Work required -> Scan the entries below and return each line that contains "padding".
··· Data shown
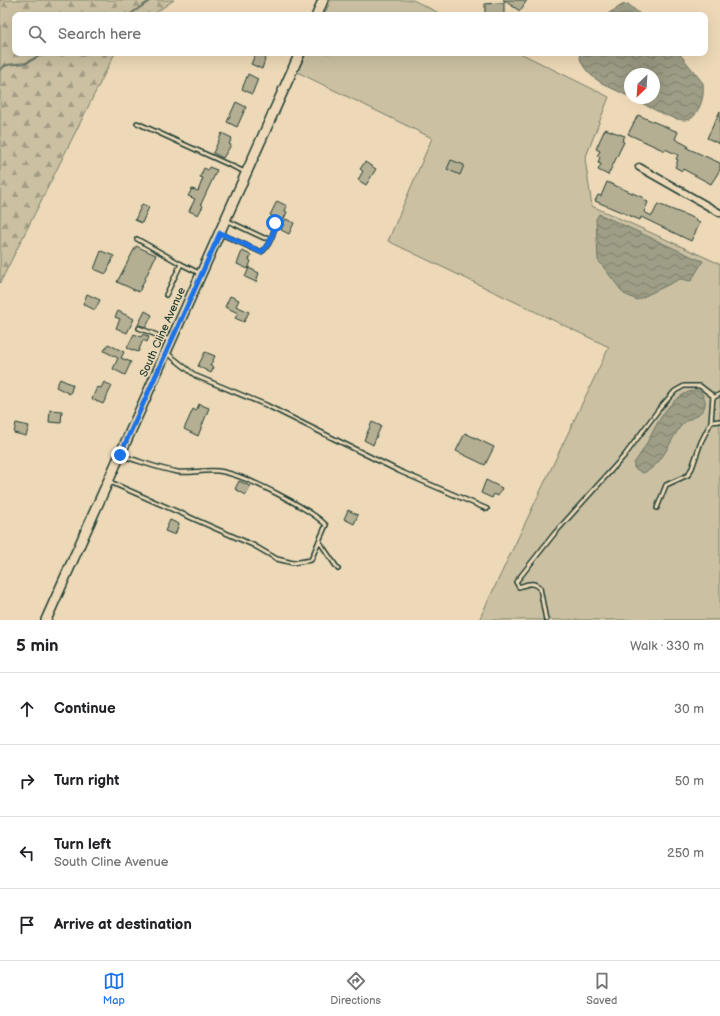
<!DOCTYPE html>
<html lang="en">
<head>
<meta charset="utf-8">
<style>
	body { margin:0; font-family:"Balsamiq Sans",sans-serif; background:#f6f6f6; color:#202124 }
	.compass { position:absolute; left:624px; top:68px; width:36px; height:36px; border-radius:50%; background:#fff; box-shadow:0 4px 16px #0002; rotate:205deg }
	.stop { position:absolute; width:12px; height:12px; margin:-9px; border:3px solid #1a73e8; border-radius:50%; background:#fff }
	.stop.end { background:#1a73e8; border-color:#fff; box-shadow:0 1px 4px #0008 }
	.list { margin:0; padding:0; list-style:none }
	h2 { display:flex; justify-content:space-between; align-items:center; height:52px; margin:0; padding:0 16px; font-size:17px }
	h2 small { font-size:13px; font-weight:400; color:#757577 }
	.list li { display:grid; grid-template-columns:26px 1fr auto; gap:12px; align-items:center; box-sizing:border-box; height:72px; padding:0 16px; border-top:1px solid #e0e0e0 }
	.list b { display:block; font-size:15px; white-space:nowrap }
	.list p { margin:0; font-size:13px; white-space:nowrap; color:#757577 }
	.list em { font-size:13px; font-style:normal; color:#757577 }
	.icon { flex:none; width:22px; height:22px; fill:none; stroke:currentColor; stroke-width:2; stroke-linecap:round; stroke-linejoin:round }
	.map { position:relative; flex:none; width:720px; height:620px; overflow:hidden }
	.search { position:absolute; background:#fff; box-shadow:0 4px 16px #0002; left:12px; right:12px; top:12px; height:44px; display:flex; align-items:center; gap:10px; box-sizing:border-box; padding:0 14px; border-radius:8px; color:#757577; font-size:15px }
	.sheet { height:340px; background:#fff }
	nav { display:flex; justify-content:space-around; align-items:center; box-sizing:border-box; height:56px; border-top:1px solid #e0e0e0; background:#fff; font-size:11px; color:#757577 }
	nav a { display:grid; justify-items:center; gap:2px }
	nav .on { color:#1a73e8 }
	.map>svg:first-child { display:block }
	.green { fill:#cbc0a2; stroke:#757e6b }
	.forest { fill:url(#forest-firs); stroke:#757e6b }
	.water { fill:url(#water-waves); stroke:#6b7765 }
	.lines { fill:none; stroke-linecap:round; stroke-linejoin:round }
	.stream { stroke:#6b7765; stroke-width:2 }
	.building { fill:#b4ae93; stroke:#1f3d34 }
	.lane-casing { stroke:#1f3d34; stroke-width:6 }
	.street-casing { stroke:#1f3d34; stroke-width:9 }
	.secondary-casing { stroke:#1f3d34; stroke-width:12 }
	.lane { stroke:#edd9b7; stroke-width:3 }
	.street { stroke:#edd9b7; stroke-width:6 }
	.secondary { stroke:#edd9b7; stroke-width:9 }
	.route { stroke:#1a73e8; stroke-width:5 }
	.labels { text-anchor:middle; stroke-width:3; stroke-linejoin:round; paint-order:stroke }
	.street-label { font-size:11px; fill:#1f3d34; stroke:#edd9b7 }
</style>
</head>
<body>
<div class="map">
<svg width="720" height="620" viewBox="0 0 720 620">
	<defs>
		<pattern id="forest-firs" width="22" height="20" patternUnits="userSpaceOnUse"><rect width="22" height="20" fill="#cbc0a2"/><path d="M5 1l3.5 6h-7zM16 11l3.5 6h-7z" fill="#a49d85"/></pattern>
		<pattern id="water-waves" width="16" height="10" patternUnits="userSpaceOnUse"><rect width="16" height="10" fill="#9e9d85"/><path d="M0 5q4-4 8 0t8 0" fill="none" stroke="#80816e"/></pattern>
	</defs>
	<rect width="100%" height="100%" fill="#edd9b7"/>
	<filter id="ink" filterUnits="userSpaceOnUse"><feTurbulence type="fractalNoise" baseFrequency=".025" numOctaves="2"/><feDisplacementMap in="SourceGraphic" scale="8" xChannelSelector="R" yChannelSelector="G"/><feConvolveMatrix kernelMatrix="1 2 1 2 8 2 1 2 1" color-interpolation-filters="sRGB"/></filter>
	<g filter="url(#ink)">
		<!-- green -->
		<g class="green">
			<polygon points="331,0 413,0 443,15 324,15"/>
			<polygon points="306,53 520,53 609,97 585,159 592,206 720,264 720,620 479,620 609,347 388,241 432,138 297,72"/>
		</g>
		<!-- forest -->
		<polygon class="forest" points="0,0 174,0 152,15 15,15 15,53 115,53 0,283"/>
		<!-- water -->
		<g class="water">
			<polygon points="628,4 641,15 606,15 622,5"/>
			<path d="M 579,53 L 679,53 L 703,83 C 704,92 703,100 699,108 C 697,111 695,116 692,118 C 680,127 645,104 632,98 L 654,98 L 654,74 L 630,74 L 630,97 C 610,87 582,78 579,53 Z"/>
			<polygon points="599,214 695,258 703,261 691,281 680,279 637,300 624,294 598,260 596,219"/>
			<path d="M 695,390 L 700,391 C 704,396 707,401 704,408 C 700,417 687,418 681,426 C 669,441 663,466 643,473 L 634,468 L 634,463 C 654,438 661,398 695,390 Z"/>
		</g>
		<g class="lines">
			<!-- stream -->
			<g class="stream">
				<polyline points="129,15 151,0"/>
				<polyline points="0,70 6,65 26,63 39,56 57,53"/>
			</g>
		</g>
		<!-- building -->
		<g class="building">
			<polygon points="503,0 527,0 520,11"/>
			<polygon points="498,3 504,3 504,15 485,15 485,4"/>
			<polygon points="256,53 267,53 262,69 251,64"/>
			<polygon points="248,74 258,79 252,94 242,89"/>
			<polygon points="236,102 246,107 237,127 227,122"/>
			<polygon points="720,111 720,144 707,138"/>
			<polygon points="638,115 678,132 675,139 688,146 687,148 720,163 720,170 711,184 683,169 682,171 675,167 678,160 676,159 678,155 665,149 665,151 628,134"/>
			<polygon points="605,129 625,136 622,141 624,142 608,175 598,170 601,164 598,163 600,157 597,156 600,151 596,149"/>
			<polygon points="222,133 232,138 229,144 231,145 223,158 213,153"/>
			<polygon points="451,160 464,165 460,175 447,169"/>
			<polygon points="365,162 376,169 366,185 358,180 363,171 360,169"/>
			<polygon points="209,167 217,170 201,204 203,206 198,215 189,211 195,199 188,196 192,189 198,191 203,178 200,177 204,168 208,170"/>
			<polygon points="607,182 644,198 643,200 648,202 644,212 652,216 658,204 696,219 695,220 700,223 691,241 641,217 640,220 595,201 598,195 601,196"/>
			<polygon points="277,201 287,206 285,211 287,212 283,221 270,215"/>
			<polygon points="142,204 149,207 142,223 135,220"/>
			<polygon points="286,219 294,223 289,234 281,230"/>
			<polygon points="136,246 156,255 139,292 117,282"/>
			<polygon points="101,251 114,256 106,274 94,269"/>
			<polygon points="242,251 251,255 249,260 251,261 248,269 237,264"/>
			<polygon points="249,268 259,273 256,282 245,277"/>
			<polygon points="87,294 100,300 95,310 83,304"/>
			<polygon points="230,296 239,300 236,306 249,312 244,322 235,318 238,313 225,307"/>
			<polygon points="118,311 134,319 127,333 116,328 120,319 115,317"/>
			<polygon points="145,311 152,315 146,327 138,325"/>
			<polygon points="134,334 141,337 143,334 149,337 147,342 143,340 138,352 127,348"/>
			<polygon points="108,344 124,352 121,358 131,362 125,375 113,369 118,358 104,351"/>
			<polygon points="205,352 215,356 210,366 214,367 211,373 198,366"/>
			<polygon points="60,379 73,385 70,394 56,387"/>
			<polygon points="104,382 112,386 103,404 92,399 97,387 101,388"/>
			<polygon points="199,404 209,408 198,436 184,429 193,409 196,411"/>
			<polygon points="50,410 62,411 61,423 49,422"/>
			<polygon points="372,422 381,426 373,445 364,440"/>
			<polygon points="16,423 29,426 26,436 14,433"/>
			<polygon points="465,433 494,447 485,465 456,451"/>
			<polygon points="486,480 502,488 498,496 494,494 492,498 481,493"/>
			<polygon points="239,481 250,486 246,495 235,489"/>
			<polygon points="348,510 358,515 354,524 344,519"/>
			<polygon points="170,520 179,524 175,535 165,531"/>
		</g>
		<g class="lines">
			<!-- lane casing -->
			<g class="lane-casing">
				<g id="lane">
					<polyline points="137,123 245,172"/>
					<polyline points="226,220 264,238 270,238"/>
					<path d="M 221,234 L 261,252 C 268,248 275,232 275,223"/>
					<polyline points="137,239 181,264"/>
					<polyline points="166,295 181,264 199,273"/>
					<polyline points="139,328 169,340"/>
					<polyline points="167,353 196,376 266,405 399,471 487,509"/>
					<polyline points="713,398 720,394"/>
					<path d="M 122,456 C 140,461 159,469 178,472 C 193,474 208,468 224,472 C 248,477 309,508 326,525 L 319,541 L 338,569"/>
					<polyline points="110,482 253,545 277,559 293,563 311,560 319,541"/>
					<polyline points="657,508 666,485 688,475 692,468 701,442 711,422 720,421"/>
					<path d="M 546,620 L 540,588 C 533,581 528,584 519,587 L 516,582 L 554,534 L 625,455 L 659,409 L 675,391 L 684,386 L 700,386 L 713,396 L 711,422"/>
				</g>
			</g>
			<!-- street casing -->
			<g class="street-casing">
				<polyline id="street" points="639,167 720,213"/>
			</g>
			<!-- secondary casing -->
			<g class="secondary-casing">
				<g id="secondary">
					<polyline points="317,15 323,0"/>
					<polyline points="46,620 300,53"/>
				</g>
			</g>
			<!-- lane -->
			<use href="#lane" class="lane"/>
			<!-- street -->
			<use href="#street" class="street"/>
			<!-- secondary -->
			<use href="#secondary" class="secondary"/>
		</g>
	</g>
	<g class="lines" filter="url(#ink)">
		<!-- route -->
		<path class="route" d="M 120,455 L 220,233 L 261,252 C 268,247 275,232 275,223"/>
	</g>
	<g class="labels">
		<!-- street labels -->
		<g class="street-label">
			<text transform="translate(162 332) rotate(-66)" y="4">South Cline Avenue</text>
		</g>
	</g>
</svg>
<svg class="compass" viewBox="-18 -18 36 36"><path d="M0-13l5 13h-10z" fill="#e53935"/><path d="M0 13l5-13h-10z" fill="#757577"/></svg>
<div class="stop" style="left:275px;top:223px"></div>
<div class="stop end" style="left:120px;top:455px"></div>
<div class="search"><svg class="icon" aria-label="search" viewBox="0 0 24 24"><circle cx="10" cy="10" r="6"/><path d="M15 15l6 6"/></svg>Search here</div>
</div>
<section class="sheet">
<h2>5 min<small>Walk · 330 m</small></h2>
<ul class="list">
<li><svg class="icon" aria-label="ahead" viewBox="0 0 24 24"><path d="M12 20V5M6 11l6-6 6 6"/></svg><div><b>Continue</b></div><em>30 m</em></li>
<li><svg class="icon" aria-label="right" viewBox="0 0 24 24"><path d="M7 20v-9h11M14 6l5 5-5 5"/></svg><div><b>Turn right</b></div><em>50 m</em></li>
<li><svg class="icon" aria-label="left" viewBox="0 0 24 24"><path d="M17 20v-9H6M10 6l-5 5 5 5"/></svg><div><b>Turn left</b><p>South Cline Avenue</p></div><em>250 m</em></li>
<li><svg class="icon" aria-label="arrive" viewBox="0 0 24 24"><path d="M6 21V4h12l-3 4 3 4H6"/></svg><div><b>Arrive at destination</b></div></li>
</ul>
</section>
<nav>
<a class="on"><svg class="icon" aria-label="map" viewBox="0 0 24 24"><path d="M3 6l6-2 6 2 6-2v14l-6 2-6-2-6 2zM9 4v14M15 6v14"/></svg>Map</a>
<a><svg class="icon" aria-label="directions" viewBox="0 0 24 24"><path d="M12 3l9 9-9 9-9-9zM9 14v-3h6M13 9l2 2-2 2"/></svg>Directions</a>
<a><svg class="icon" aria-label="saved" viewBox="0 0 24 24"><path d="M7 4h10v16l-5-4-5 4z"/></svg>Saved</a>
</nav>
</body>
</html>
······
Exercise solution ->
	.list { margin:0; padding:0; list-style:none }
	h2 { display:flex; justify-content:space-between; align-items:center; height:52px; margin:0; padding:0 16px; font-size:17px }
	.list li { display:grid; grid-template-columns:26px 1fr auto; gap:12px; align-items:center; box-sizing:border-box; height:72px; padding:0 16px; border-top:1px solid #e0e0e0 }
	.search { position:absolute; background:#fff; box-shadow:0 4px 16px #0002; left:12px; right:12px; top:12px; height:44px; display:flex; align-items:center; gap:10px; box-sizing:border-box; padding:0 14px; border-radius:8px; color:#757577; font-size:15px }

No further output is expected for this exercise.